Parent company of North Face and Vans reported holiday hack

A cyber attack on one of the world’s most popular retailers landed right in the middle of the holiday shopping season, disrupting order fulfillment at the worst possible time.

VF Corp., the parent company of Vans, North Face, Timberland, and others, reported the breach in an SEC filing on December 15. Shares in the company dropped on Dec. 18 in response to the news.

According to the company’s report, it first noticed the breach on December 13.

Sounds familiar. Attackers encrypted internal systems and stole company and personal data, though the nature of the attack—whether it was ransomware or something else—had still not been determined.

“As the investigation of the incident is ongoing, the full scope, nature, and impact of the incident are not yet known,” VF Corp. said in its filing.

The company said it was cooperating with federal law enforcement to manage the fallout and deal with any ongoing threats.

Impacts varied depending on where consumers were buying the company’s products. VF Corp. said its stores around the world remained open. Customers could order online but fulfillment was affected.

Zooming out. In response to the uptick in supply chain attacks, some vendors are rethinking their cybersecurity posture. They're increasingly incorporating security practices at the software development stage, to avoid embedding malware and to adhere to recent federal software supply chain guidance."

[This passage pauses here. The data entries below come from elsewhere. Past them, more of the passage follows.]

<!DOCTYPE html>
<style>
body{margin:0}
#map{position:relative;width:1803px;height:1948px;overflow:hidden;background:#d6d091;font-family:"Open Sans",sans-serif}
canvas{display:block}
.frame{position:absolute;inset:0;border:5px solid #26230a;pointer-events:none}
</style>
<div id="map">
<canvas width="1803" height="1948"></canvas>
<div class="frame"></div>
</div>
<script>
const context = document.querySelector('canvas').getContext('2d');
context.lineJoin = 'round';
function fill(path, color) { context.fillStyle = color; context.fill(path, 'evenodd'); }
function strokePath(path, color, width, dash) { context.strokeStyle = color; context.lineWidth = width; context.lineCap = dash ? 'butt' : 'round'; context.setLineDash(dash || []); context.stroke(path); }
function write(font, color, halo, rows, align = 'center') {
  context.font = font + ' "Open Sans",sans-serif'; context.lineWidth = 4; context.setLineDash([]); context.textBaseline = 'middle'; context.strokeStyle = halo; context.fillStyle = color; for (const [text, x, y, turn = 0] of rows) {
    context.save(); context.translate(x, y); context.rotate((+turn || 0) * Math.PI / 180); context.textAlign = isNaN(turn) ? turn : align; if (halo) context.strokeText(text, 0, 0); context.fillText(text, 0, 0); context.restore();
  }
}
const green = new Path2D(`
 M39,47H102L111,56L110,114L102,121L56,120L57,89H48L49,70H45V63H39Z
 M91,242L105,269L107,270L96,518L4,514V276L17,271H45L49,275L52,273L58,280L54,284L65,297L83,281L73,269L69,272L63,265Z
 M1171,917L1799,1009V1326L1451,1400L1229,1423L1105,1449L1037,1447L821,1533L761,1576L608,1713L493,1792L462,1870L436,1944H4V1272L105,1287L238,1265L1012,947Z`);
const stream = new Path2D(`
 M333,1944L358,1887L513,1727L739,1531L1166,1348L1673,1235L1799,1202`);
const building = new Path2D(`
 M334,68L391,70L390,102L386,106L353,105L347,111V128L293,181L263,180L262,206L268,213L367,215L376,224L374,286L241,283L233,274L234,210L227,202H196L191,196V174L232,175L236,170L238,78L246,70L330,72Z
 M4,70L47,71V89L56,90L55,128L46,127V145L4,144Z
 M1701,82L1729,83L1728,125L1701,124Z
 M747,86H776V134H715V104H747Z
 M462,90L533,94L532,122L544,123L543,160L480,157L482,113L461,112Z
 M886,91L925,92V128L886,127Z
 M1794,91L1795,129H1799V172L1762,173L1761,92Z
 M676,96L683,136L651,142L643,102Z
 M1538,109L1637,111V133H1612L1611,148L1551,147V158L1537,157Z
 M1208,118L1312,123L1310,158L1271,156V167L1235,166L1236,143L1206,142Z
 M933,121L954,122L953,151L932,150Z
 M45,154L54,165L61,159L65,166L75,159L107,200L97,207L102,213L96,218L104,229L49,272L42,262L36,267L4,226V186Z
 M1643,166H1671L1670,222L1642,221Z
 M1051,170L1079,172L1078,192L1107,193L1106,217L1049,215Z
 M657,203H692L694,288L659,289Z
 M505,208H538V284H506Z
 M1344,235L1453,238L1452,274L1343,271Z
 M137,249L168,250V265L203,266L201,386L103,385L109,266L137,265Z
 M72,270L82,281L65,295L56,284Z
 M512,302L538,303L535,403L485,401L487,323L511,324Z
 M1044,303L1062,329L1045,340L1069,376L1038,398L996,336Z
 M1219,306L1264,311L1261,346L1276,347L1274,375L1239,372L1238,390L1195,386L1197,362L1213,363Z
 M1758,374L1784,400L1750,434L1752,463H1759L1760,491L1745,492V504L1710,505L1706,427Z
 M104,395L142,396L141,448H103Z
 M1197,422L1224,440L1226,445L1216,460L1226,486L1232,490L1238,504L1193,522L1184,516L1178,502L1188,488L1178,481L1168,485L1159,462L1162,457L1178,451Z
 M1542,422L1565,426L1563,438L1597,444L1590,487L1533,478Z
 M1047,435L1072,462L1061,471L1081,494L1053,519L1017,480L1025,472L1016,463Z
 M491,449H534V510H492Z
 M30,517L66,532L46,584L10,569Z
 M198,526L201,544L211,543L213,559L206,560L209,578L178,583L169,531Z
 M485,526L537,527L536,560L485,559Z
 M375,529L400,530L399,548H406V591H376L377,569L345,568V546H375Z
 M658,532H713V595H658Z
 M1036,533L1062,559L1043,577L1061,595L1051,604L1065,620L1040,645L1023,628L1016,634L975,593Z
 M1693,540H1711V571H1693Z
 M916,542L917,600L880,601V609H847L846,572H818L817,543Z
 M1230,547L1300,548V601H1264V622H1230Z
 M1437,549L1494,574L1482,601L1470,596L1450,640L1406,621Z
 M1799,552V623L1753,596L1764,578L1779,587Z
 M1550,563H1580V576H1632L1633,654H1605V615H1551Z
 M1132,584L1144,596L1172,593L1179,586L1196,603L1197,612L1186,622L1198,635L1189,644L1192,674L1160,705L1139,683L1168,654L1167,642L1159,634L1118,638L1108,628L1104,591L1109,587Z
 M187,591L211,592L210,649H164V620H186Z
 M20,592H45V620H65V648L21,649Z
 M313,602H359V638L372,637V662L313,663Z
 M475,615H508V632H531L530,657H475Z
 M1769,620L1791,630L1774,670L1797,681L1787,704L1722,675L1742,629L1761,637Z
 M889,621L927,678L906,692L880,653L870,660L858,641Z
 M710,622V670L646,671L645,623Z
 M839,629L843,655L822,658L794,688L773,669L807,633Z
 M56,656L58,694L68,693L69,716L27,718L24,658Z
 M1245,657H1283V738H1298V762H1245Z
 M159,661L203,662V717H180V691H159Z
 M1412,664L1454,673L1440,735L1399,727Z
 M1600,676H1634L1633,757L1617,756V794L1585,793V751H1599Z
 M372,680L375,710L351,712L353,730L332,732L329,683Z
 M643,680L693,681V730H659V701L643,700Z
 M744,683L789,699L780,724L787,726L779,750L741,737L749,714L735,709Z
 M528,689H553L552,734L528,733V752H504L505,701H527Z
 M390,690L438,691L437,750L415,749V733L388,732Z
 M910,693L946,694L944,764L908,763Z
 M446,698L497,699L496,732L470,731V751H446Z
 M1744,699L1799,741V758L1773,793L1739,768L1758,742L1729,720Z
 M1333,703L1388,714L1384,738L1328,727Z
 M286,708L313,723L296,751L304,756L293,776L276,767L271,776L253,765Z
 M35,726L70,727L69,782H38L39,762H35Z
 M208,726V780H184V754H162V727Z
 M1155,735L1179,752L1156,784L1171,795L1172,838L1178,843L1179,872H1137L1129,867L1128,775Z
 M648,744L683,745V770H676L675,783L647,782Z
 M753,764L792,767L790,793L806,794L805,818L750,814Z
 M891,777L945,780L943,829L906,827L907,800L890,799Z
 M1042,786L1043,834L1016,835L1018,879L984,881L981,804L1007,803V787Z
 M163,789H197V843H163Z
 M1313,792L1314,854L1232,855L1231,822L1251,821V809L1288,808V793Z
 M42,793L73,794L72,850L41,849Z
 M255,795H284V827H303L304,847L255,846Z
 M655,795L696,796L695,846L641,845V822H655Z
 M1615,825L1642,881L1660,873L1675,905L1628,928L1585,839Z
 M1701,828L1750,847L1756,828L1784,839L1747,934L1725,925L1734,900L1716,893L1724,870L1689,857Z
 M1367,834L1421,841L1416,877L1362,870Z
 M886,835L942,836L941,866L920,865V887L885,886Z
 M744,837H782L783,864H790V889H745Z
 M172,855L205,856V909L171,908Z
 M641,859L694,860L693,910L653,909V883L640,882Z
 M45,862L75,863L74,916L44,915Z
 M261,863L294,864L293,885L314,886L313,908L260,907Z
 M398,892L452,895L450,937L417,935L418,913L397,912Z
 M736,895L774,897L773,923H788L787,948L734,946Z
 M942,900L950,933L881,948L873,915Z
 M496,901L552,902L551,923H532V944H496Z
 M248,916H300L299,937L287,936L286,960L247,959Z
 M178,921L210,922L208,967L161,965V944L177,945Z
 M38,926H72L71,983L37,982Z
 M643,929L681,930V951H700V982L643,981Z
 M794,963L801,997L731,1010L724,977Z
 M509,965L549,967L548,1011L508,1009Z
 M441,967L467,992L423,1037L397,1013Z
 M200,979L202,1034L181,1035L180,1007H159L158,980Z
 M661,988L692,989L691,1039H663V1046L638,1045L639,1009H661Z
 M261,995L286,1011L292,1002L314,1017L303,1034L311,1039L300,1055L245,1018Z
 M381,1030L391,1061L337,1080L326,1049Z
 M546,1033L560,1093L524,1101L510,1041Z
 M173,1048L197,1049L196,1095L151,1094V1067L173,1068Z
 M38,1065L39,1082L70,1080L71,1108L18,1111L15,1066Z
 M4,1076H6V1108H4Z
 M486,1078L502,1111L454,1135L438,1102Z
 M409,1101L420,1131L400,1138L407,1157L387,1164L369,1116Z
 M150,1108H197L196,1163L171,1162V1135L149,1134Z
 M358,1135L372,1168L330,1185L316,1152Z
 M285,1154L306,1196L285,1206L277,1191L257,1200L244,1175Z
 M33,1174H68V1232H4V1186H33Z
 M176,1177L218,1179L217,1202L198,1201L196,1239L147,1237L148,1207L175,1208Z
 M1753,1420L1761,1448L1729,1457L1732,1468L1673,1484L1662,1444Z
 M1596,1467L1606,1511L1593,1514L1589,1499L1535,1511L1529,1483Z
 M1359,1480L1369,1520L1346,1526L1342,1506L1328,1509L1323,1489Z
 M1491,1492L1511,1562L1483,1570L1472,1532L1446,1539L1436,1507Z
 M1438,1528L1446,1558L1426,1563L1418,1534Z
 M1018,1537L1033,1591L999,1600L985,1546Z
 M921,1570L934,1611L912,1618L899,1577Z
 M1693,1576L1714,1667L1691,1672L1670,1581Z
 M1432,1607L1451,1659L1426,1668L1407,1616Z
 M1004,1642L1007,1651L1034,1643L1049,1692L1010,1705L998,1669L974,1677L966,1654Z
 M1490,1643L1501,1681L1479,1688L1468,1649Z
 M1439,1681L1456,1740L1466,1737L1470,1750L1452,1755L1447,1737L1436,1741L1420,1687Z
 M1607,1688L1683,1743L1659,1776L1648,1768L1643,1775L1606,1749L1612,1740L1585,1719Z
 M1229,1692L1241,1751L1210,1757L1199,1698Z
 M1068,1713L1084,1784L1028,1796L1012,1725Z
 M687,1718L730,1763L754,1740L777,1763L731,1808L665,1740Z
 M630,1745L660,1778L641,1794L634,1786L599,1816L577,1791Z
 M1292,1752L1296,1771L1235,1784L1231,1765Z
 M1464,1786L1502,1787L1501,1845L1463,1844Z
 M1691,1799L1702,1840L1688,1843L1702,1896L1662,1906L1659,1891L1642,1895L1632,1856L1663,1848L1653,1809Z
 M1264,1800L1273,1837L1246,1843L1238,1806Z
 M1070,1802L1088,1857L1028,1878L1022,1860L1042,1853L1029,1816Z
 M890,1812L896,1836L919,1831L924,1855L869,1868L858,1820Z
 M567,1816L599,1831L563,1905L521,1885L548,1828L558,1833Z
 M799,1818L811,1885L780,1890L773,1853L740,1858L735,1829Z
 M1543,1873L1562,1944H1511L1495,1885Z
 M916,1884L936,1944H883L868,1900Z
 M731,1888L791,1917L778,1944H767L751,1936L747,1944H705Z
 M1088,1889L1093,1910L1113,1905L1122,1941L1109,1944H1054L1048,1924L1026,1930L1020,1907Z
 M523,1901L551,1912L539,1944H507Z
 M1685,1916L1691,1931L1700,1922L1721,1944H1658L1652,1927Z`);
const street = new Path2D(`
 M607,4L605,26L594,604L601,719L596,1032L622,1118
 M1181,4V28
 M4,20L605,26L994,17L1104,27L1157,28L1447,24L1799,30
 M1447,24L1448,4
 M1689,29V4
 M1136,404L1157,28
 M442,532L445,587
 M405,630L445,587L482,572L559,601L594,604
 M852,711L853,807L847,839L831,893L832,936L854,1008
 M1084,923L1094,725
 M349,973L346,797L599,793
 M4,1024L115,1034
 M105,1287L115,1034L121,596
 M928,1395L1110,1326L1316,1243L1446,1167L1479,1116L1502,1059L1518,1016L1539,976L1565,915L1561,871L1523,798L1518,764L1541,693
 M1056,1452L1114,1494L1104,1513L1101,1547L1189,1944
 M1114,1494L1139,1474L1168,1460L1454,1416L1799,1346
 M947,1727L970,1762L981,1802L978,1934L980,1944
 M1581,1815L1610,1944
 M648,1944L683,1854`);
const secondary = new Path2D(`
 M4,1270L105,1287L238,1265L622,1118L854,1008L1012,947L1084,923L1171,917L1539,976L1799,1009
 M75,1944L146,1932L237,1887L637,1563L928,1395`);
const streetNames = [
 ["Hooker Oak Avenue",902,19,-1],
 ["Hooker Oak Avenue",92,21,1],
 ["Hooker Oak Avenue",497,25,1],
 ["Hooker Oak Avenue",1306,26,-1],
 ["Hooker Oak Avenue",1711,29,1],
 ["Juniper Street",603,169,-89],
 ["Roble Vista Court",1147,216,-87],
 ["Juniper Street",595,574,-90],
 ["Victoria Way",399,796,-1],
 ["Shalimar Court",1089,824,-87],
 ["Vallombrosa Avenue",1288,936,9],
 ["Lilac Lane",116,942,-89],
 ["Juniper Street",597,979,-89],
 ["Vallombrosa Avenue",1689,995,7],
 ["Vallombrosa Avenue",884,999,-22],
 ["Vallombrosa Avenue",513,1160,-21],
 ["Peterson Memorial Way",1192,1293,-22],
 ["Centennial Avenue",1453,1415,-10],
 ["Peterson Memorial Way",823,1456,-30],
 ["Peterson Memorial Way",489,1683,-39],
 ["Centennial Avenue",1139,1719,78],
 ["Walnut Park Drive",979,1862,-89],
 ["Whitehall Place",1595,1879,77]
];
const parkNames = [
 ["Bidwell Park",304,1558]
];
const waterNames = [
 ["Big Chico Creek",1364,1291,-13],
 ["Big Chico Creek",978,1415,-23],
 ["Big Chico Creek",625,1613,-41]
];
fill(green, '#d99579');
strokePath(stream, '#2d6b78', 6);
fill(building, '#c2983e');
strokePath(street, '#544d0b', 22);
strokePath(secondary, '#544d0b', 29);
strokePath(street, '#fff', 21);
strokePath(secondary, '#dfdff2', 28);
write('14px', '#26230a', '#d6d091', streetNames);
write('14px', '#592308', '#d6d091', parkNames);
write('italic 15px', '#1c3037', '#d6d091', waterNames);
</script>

In practice, that’s increasingly meant involvement at the developer level to ensure the security posture matches what’s needed from the company, often by demanding certain security frameworks be used by software suppliers.

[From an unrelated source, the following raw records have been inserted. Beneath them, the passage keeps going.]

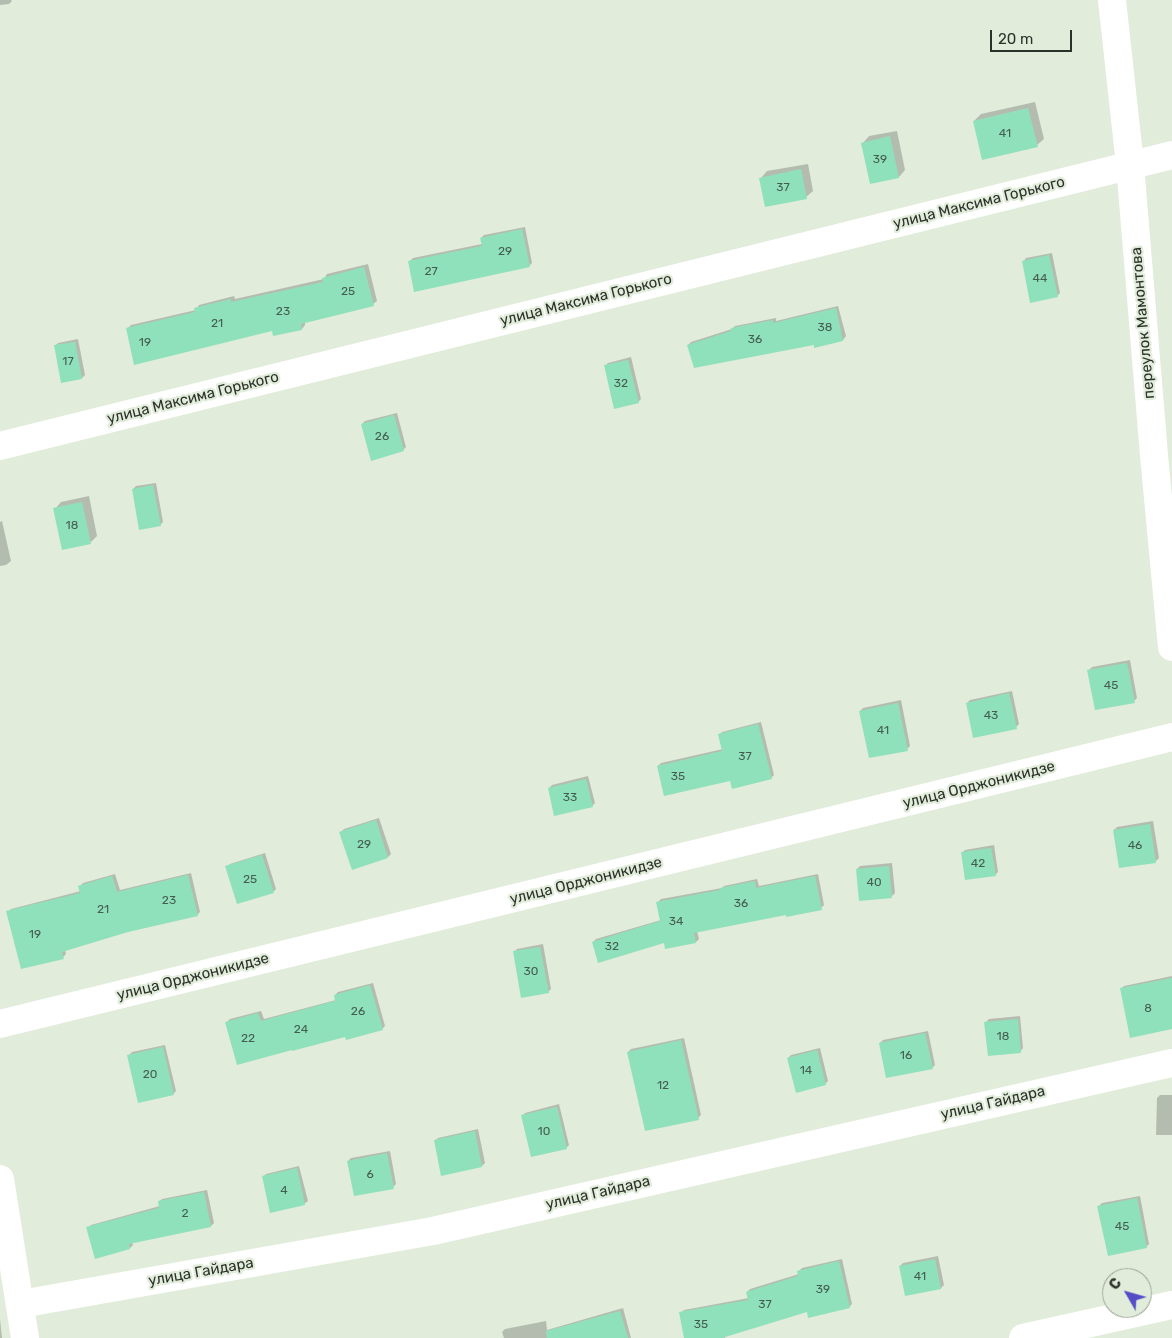 <!DOCTYPE html>
<meta charset="utf-8">
<style>
body{margin:0}
#map{position:relative;width:1172px;height:1338px;overflow:hidden;background:#e1ecdb;font-family:Rubik,sans-serif}
canvas{display:block}
.north{position:absolute;left:1102px;top:1268px;width:50px;height:50px;box-sizing:border-box;background:#e1ecdb;border:1px solid #99a194;border-radius:50%;rotate:308deg;font-size:14px;font-weight:700;line-height:20px;text-align:center;color:#2c312a}
.north::after{content:'';display:block;margin:auto;width:18px;height:22px;background:#544ec6;clip-path:polygon(50% 0,100% 100%,50% 72%,0 100%)}
.scale{position:absolute;left:990px;top:30px;width:82px;height:22px;box-sizing:border-box;border:2px solid #2c312a;border-top:0;padding-left:6px;font-size:15px;line-height:18px;white-space:nowrap;color:#2c312a;-webkit-text-stroke:4px #e1ecdb;paint-order:stroke}
</style>
<div id="map">
<canvas width="1172" height="1338"></canvas>
<div class="north">С</div>
<div class="scale">20 m</div>
</div>
<script>
const context = document.querySelector('canvas').getContext('2d');
context.lineJoin = 'round';
function paint(path, color) { context.fillStyle = color; context.fill(path, 'evenodd'); }
const poly = rows => new Path2D(rows.map(r => 'M' + r).join(''));
function stroke(path, color, width, dash) { context.strokeStyle = color; context.lineWidth = width; context.lineCap = dash ? 'butt' : 'round'; context.setLineDash(dash || []); context.stroke(path); }
function write(font, color, halo, rows, align = 'center') {
  context.font = font + ' Rubik,sans-serif'; context.lineWidth = 4.5; context.setLineDash([]); context.textBaseline = 'middle'; context.strokeStyle = halo; context.fillStyle = color; for (const [text, x, y, turn = 0] of rows) {
    context.save(); context.translate(x, y); context.rotate((+turn || 0) * Math.PI / 180); context.textAlign = isNaN(turn) ? turn : align; if (halo) context.strokeText(text, 0, 0); context.fillText(text, 0, 0); context.restore();
  }
}
const shadow = poly([
 [0,0,11,0,12,1,9,4,0,5],
 [1035,102,1044,139,1037,145,974,121,981,114],
 [897,131,905,170,899,177,863,143,869,136],
 [808,164,813,191,806,197,761,178,767,171],
 [525,227,532,263,529,266,410,261,413,258,482,244,481,238,484,235],
 [1052,253,1060,293,1057,296,1023,262,1026,258],
 [368,264,377,301,373,304,305,321,305,325,302,329,127,329,131,325,196,310,199,305,234,296,235,299,324,279,327,274],
 [838,306,846,336,843,340,814,344,688,345,691,342,732,329,735,326,776,318,776,321],
 [78,339,85,375,82,378,55,346,58,343],
 [631,357,641,399,638,402,605,366,608,363],
 [397,413,406,447,403,450,362,424,365,421],
 [156,483,163,522,160,525,133,489,136,486],
 [89,496,97,536,91,542,55,509,61,502],
 [2,521,11,561,6,565,0,566,0,522],
 [1130,660,1137,698,1134,701,1089,670,1092,667],
 [1012,691,1019,724,1016,727,967,703,970,700],
 [901,700,910,746,907,749,860,711,863,708],
 [761,722,774,775,771,778,731,780,658,766,661,763,723,749,719,735,722,732],
 [588,776,595,803,592,806,549,788,552,785],
 [379,818,391,854,388,857,341,832,344,829],
 [1153,821,1159,858,1156,861,1114,830,1117,827],
 [994,845,998,872,995,875,962,853,965,850],
 [265,853,276,889,273,892,227,867,230,864],
 [892,863,895,893,892,896,857,869,860,866],
 [191,873,200,912,197,915,128,931,65,950,66,954,63,957,8,912,11,909,81,891,80,886,83,883,115,874,120,890],
 [818,874,824,905,821,908,787,913,697,931,699,939,696,942,593,942,596,939,661,920,658,902,661,899,722,888,724,886,757,879,759,886],
 [543,944,551,989,548,992,514,952,517,949],
 [1172,976,1172,1028,1121,989,1124,986],
 [373,983,385,1026,382,1029,346,1036,227,1022,230,1019,261,1011,264,1019,336,1000,335,995,338,992],
 [1020,1016,1023,1048,1020,1052,986,1022,989,1019],
 [928,1031,935,1065,932,1068,880,1043,883,1040],
 [684,1038,701,1115,698,1118,628,1052,631,1049],
 [165,1045,176,1091,173,1094,129,1055,132,1052],
 [820,1048,828,1081,825,1084,788,1058,791,1055],
 [1160,1095,1172,1095,1172,1135,1156,1135,1157,1098],
 [559,1104,569,1145,566,1148,522,1116,525,1113],
 [478,1129,485,1163,482,1166,435,1141,438,1138],
 [390,1151,396,1184,393,1187,348,1161,351,1158],
 [299,1166,308,1201,304,1204,263,1177,266,1174],
 [207,1190,214,1223,211,1226,132,1242,133,1245,130,1248,88,1228,91,1225,160,1206,159,1202,162,1199],
 [1140,1196,1149,1244,1146,1247,1099,1206,1102,1203],
 [938,1256,944,1285,941,1288,900,1266,903,1263],
 [842,1259,852,1304,849,1307,808,1311,725,1336,725,1338,685,1338,681,1313,684,1310,749,1298,747,1292,750,1289,799,1274,799,1271,802,1268],
 [623,1308,631,1338,504,1338,502,1332,505,1329,546,1321,547,1330],
 [0,1319,2,1338,0,1338]
]);
const building = poly([
 [1028,108,1038,147,982,160,973,121],
 [890,136,899,178,870,184,861,143],
 [801,169,807,199,765,207,759,178],
 [522,229,530,267,414,292,408,261,482,246,480,238],
 [1049,255,1058,297,1030,303,1022,261],
 [364,267,374,306,301,324,302,330,273,336,272,331,134,365,126,328,195,312,194,308,231,299,231,302,323,282,322,278],
 [836,308,843,341,814,348,814,345,694,368,687,345,731,331,731,328,773,320,773,323],
 [75,342,82,379,61,383,54,345],
 [628,360,639,403,614,409,604,365],
 [394,415,404,451,371,461,361,424],
 [153,485,161,526,139,530,132,489],
 [82,502,91,544,62,550,53,508],
 [1127,663,1135,703,1095,710,1087,670],
 [1009,693,1017,729,973,738,966,703],
 [898,703,908,751,869,758,859,711],
 [758,724,772,779,732,789,730,781,664,796,657,766,722,751,718,734],
 [586,779,593,807,554,816,548,788],
 [376,820,388,858,352,870,339,832],
 [1150,824,1156,863,1119,868,1113,830],
 [991,848,996,876,965,880,961,852],
 [262,855,274,893,237,904,225,866],
 [889,866,892,898,859,901,856,869],
 [188,875,198,916,128,932,62,952,64,959,21,969,6,911,80,893,78,886,112,876,117,892],
 [815,876,822,910,786,917,786,915,694,933,696,943,665,949,664,943,598,963,592,942,660,921,656,902,720,890,720,888,755,881,756,888],
 [540,947,549,993,521,998,513,951],
 [1172,978,1172,1029,1130,1038,1120,988],
 [370,985,383,1030,346,1040,345,1037,292,1051,292,1050,237,1065,225,1022,258,1013,261,1021,335,1001,334,995],
 [1018,1019,1021,1053,988,1056,984,1022],
 [925,1033,933,1069,886,1078,879,1043],
 [681,1040,699,1120,645,1131,627,1052],
 [163,1047,174,1095,138,1103,127,1055],
 [817,1050,826,1085,796,1093,787,1058],
 [557,1107,567,1149,531,1157,521,1115],
 [475,1131,482,1167,441,1176,434,1140],
 [387,1153,394,1189,354,1196,347,1161],
 [297,1168,305,1205,270,1213,262,1176],
 [204,1192,211,1227,129,1244,130,1249,95,1259,86,1227,159,1208,158,1201],
 [1137,1198,1147,1248,1108,1256,1097,1206],
 [935,1259,941,1289,905,1296,899,1266],
 [839,1261,850,1308,808,1318,807,1312,722,1338,684,1338,679,1312,748,1300,746,1292,798,1276,797,1271],
 [620,1311,628,1338,547,1338,546,1331]
]);
const minor = poly([
 [1112,0,1130,165,1154,455,1172,647],
 [0,446,1172,155],
 [0,1024,1172,737],
 [0,1179,25,1338],
 [21,1304,433,1231,1172,1063],
 [1023,1338,1172,1305]
]);
const numberNames = [
 ["41",1005,134],
 ["39",880,160],
 ["37",783,188],
 ["29",505,252],
 ["27",431,272],
 ["44",1040,279],
 ["25",348,292],
 ["23",283,312],
 ["21",217,324],
 ["38",825,328],
 ["36",755,340],
 ["19",145,343],
 ["17",68,362],
 ["32",621,384],
 ["26",382,437],
 ["18",72,526],
 ["45",1111,686],
 ["43",991,716],
 ["41",883,731],
 ["37",745,757],
 ["35",678,777],
 ["33",570,798],
 ["29",364,845],
 ["46",1135,846],
 ["42",978,864],
 ["25",250,880],
 ["40",874,883],
 ["23",169,901],
 ["36",741,904],
 ["21",103,910],
 ["34",676,922],
 ["19",35,935],
 ["32",612,947],
 ["30",531,972],
 ["8",1148,1009],
 ["26",358,1012],
 ["24",301,1030],
 ["18",1003,1037],
 ["22",248,1039],
 ["16",906,1056],
 ["14",806,1071],
 ["20",150,1075],
 ["12",663,1086],
 ["10",544,1132],
 ["6",370,1175],
 ["4",284,1191],
 ["2",185,1214],
 ["45",1122,1227],
 ["41",920,1277],
 ["39",823,1290],
 ["37",765,1305],
 ["35",701,1325]
];
const streetNames = [
 ["улица Максима Горького",979,203,-14],
 ["улица Максима Горького",586,300,-14],
 ["переулок Мамонтова",1143,323,-95],
 ["улица Максима Горького",193,398,-14],
 ["улица Орджоникидзе",979,785,-14],
 ["улица Орджоникидзе",586,881,-14],
 ["улица Орджоникидзе",193,977,-14],
 ["улица Гайдара",993,1103,-13],
 ["улица Гайдара",598,1193,-13],
 ["улица Гайдара",201,1272,-10]
];
paint(shadow, '#0003');
paint(building, '#8fe1bb');
stroke(minor, '#fff', 28);
write('12px', '#455d4e', null, numberNames);
write('15px', '#2c312a', '#e1ecdb', streetNames);
</script>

“By doing that, organizations can make better basically risk management decisions about the code that they’re using in the environment,” Dale Gardner, senior director at market-intelligence firm Gartner, told IT Brew this summer.

The timing of the VF Corp. breach during the holiday shopping season makes the hack unusual, but it follows a 2023 trend of cyberattacks having real world effects on distribution systems. An attack on The Clorox Company in August meant fewer orders processed at the end of the summer, as IT Brew reported.